Once the demonstration is completed, the robot can automatically repeat this action and place the engine into the chassis.
Advantages: Easy to operate and quick to get started.
Disadvantage: Engineers need to be present in person, and programming for complex actions may not be precise enough.
Robot language programming
Scenario: The robot needs to adjust its assembly actions according to different types of car chassis.
Operation:
1. Programmers write a program that uses a specific robot language to define the steps of engine assembly.
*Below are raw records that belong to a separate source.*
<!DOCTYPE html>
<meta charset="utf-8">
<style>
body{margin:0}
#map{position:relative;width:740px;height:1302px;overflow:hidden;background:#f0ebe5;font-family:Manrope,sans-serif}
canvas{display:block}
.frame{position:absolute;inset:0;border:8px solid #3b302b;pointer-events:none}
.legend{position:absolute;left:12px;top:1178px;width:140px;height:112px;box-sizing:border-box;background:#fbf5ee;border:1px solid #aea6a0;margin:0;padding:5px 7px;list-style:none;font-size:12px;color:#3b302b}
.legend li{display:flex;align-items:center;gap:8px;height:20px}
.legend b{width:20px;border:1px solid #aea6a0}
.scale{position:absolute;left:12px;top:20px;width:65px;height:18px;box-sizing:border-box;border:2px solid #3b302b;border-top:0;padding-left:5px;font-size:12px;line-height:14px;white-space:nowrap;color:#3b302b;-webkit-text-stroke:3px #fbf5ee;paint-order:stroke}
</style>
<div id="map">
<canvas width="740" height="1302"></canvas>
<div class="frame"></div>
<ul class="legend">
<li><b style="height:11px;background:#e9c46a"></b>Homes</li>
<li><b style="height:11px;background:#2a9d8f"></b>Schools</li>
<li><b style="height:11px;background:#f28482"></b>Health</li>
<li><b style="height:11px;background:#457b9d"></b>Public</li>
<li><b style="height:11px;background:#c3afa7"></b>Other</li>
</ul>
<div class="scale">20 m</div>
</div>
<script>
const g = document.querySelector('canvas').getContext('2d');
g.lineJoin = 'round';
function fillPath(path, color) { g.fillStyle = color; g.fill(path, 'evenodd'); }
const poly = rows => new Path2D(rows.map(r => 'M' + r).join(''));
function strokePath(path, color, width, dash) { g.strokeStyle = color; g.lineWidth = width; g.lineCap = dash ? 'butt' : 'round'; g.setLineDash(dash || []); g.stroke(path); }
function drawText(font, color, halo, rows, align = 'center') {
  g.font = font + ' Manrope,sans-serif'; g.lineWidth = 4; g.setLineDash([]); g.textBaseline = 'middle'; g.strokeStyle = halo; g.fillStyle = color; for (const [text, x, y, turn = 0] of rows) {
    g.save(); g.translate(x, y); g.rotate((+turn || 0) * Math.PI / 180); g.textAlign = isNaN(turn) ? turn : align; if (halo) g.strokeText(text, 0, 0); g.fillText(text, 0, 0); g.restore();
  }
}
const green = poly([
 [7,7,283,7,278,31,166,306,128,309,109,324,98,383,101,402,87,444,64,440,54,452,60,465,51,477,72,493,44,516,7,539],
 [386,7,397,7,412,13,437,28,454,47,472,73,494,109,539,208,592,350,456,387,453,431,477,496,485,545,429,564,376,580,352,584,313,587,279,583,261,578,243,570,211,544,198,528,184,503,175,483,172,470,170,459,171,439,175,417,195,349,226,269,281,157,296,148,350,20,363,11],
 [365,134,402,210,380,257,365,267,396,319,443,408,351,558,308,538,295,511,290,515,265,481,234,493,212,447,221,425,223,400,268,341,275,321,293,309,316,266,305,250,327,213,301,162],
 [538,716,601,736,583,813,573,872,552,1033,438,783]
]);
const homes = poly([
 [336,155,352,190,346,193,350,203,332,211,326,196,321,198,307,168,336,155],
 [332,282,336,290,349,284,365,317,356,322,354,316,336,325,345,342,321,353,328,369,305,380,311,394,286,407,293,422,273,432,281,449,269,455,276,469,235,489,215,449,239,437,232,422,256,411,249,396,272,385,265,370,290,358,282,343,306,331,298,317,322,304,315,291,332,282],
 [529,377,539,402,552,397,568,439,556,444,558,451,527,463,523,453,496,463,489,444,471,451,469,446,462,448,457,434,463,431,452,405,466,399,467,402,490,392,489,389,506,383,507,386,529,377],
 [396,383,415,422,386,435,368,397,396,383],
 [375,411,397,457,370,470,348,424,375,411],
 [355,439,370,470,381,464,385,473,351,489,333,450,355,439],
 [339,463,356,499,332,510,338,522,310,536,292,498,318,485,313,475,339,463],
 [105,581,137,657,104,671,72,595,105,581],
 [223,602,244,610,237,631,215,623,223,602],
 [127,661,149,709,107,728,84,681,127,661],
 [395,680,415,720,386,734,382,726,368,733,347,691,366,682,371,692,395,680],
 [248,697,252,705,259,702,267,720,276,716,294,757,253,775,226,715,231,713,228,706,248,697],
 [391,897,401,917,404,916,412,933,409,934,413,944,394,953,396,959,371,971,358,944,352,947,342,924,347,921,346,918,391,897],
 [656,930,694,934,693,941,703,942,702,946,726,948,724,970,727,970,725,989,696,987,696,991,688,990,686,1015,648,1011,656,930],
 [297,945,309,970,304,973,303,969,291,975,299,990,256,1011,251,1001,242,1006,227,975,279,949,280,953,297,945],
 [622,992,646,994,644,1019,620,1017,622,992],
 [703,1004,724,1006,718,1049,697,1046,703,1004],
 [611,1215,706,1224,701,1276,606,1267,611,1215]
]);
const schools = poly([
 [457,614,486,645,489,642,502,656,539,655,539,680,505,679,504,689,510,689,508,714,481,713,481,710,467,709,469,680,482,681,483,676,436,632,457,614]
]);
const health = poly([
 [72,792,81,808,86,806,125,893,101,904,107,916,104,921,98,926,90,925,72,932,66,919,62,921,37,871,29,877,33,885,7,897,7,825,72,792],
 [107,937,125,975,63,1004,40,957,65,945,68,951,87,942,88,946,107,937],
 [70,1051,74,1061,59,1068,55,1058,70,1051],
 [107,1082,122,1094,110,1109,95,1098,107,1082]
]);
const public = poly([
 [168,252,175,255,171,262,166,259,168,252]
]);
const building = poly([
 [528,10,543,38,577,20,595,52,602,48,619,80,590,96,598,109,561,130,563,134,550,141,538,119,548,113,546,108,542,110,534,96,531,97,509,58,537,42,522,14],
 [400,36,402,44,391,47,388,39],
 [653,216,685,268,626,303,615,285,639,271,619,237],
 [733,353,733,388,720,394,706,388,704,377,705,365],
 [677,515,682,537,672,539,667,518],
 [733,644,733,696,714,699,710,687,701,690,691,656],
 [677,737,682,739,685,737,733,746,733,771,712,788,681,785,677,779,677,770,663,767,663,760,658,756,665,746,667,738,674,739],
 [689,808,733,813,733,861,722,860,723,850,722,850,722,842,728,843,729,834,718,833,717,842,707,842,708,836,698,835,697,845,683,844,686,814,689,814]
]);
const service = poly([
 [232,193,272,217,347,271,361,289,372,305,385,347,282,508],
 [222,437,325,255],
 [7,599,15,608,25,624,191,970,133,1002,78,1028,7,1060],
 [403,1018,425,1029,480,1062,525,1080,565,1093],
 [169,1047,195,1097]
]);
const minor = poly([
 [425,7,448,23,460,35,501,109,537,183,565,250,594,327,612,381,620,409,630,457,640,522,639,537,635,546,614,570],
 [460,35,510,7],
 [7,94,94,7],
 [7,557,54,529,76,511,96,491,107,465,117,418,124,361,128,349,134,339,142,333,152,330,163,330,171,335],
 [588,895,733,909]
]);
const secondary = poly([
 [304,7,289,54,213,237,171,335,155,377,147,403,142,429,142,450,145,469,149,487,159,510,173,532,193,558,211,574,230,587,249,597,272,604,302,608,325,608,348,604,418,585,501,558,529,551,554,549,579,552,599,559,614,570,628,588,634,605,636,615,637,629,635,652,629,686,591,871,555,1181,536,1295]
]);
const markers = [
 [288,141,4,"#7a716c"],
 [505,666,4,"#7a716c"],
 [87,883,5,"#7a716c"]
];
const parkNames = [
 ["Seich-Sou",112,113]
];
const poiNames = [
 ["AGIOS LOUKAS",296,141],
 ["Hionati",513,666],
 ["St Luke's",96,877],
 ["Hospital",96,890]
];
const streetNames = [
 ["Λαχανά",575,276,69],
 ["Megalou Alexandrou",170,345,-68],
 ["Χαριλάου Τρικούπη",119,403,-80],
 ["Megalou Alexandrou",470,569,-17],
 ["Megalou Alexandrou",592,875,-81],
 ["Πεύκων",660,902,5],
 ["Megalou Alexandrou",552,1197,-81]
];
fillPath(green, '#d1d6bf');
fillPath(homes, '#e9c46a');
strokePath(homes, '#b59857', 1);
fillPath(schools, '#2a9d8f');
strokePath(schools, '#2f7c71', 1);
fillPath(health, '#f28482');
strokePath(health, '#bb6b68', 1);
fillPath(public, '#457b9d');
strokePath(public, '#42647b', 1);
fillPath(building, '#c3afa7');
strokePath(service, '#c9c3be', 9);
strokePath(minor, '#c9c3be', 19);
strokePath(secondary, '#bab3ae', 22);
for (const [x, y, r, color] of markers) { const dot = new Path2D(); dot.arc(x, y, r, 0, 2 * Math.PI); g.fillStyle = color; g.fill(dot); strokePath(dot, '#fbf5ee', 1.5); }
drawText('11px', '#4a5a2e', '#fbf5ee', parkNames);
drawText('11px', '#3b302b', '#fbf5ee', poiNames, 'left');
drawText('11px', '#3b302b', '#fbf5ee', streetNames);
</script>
2. The program contains logical judgments to select different assembly strategies based on different chassis types.
3. The program is uploaded to the robot through the robot controller.
4. The robot executes assembly tasks according to program instructions.
Advantages: Can write complex logic and adapt to changing tasks.
Disadvantages: Professional programming knowledge is required, and the development cycle may be longer.
Off-line Programming
Scenario: A new car model is about to be launched, and the robot needs to be reprogrammed to adapt to the new assembly process.
Operation:
1. Use offline programming software to simulate the assembly process on a computer.
2. The software allows engineers to design new assembly paths and conduct simulation testing to ensure there are no collisions or errors.
After completing the design, the engineer exports the program and uploads it to the robot controller through interfaces such as USB.
4. The robot has already completed programming and testing of the software before actual assembly.
Advantages: Programming and testing can be carried out without affecting the production line, improving efficiency.
Disadvantage: Requires additional software and hardware support.
conclusion
Through this case, we can see that each programming method has its applicable scenarios and advantages, and disadvantages. Teaching programming is suitable for simple and repetitive tasks; Robot language programming is suitable for tasks that require complex logic; Offline programming is suitable for complex programming and testing without affecting production. In practical applications, it is very important to choose the appropriate programming method based on specific needs. Through these three programming methods, industrial robots can better adapt to diverse job requirements, improve production efficiency, and flexibility. With the continuous advancement of technology, future robot programming will become more intelligent and automated.